Collected data:
· · · ·

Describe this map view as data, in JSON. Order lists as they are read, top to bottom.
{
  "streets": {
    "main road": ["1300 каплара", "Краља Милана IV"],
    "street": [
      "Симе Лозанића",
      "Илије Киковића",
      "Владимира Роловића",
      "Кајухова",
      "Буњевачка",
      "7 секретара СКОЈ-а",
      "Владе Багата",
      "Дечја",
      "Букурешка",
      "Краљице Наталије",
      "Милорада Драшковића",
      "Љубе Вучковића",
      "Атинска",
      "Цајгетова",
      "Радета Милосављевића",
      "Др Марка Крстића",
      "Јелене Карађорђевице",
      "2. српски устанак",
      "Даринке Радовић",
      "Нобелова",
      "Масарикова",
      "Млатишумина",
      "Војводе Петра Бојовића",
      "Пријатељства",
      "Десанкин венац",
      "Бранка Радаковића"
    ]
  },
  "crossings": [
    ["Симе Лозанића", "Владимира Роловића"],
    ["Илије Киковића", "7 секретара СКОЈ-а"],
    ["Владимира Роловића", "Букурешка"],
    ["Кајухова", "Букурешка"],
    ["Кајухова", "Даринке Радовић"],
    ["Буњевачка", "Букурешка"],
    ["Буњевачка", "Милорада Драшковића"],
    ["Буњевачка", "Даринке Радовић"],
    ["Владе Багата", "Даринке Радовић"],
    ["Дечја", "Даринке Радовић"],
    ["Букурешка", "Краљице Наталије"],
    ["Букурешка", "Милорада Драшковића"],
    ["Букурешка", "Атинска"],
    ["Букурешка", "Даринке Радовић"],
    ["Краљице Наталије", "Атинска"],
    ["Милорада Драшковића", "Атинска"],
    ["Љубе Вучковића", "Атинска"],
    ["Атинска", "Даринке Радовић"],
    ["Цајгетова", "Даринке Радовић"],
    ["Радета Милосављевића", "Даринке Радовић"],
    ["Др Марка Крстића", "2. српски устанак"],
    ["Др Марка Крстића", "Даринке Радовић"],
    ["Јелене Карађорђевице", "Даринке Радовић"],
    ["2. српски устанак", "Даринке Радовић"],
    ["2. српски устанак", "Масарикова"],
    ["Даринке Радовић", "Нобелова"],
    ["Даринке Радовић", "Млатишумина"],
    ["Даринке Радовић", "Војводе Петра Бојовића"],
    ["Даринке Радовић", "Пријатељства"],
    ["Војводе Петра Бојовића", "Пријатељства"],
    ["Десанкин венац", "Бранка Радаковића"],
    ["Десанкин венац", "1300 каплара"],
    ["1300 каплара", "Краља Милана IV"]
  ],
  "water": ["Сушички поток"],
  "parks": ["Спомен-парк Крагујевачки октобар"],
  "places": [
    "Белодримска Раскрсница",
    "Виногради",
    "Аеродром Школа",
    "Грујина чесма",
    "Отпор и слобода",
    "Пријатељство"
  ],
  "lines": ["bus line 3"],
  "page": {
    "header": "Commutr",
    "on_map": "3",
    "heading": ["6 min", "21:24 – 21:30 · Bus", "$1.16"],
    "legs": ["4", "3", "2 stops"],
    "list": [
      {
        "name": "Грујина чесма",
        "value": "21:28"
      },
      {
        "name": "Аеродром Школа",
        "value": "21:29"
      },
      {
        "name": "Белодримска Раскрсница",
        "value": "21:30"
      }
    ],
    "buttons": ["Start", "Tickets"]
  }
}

· · · ·

PROBLEM DETAILS:
The answer must be an exact reproduction of all the records.

ANSWER TO THIS EXERCISE:
Describe this map view as data, in JSON. Order lists as they are read, top to bottom.
{
  "streets": {
    "main road": ["1300 каплара", "Краља Милана IV"],
    "street": [
      "Симе Лозанића",
      "Илије Киковића",
      "Владимира Роловића",
      "Кајухова",
      "Буњевачка",
      "7 секретара СКОЈ-а",
      "Владе Багата",
      "Дечја",
      "Букурешка",
      "Краљице Наталије",
      "Милорада Драшковића",
      "Љубе Вучковића",
      "Атинска",
      "Цајгетова",
      "Радета Милосављевића",
      "Др Марка Крстића",
      "Јелене Карађорђевице",
      "2. српски устанак",
      "Даринке Радовић",
      "Нобелова",
      "Масарикова",
      "Млатишумина",
      "Војводе Петра Бојовића",
      "Пријатељства",
      "Десанкин венац",
      "Бранка Радаковића"
    ]
  },
  "crossings": [
    ["Симе Лозанића", "Владимира Роловића"],
    ["Илије Киковића", "7 секретара СКОЈ-а"],
    ["Владимира Роловића", "Букурешка"],
    ["Кајухова", "Букурешка"],
    ["Кајухова", "Даринке Радовић"],
    ["Буњевачка", "Букурешка"],
    ["Буњевачка", "Милорада Драшковића"],
    ["Буњевачка", "Даринке Радовић"],
    ["Владе Багата", "Даринке Радовић"],
    ["Дечја", "Даринке Радовић"],
    ["Букурешка", "Краљице Наталије"],
    ["Букурешка", "Милорада Драшковића"],
    ["Букурешка", "Атинска"],
    ["Букурешка", "Даринке Радовић"],
    ["Краљице Наталије", "Атинска"],
    ["Милорада Драшковића", "Атинска"],
    ["Љубе Вучковића", "Атинска"],
    ["Атинска", "Даринке Радовић"],
    ["Цајгетова", "Даринке Радовић"],
    ["Радета Милосављевића", "Даринке Радовић"],
    ["Др Марка Крстића", "2. српски устанак"],
    ["Др Марка Крстића", "Даринке Радовић"],
    ["Јелене Карађорђевице", "Даринке Радовић"],
    ["2. српски устанак", "Даринке Радовић"],
    ["2. српски устанак", "Масарикова"],
    ["Даринке Радовић", "Нобелова"],
    ["Даринке Радовић", "Млатишумина"],
    ["Даринке Радовић", "Војводе Петра Бојовића"],
    ["Даринке Радовић", "Пријатељства"],
    ["Војводе Петра Бојовића", "Пријатељства"],
    ["Десанкин венац", "Бранка Радаковића"],
    ["Десанкин венац", "1300 каплара"],
    ["1300 каплара", "Краља Милана IV"]
  ],
  "water": ["Сушички поток"],
  "parks": ["Спомен-парк Крагујевачки октобар"],
  "places": [
    "Белодримска Раскрсница",
    "Виногради",
    "Аеродром Школа",
    "Грујина чесма",
    "Отпор и слобода",
    "Пријатељство"
  ],
  "lines": ["bus line 3"],
  "page": {
    "header": "Commutr",
    "on_map": "3",
    "heading": ["6 min", "21:24 – 21:30 · Bus", "$1.16"],
    "legs": ["4", "3", "2 stops"],
    "list": [
      {
        "name": "Грујина чесма",
        "value": "21:28"
      },
      {
        "name": "Аеродром Школа",
        "value": "21:29"
      },
      {
        "name": "Белодримска Раскрсница",
        "value": "21:30"
      }
    ],
    "buttons": ["Start", "Tickets"]
  }
}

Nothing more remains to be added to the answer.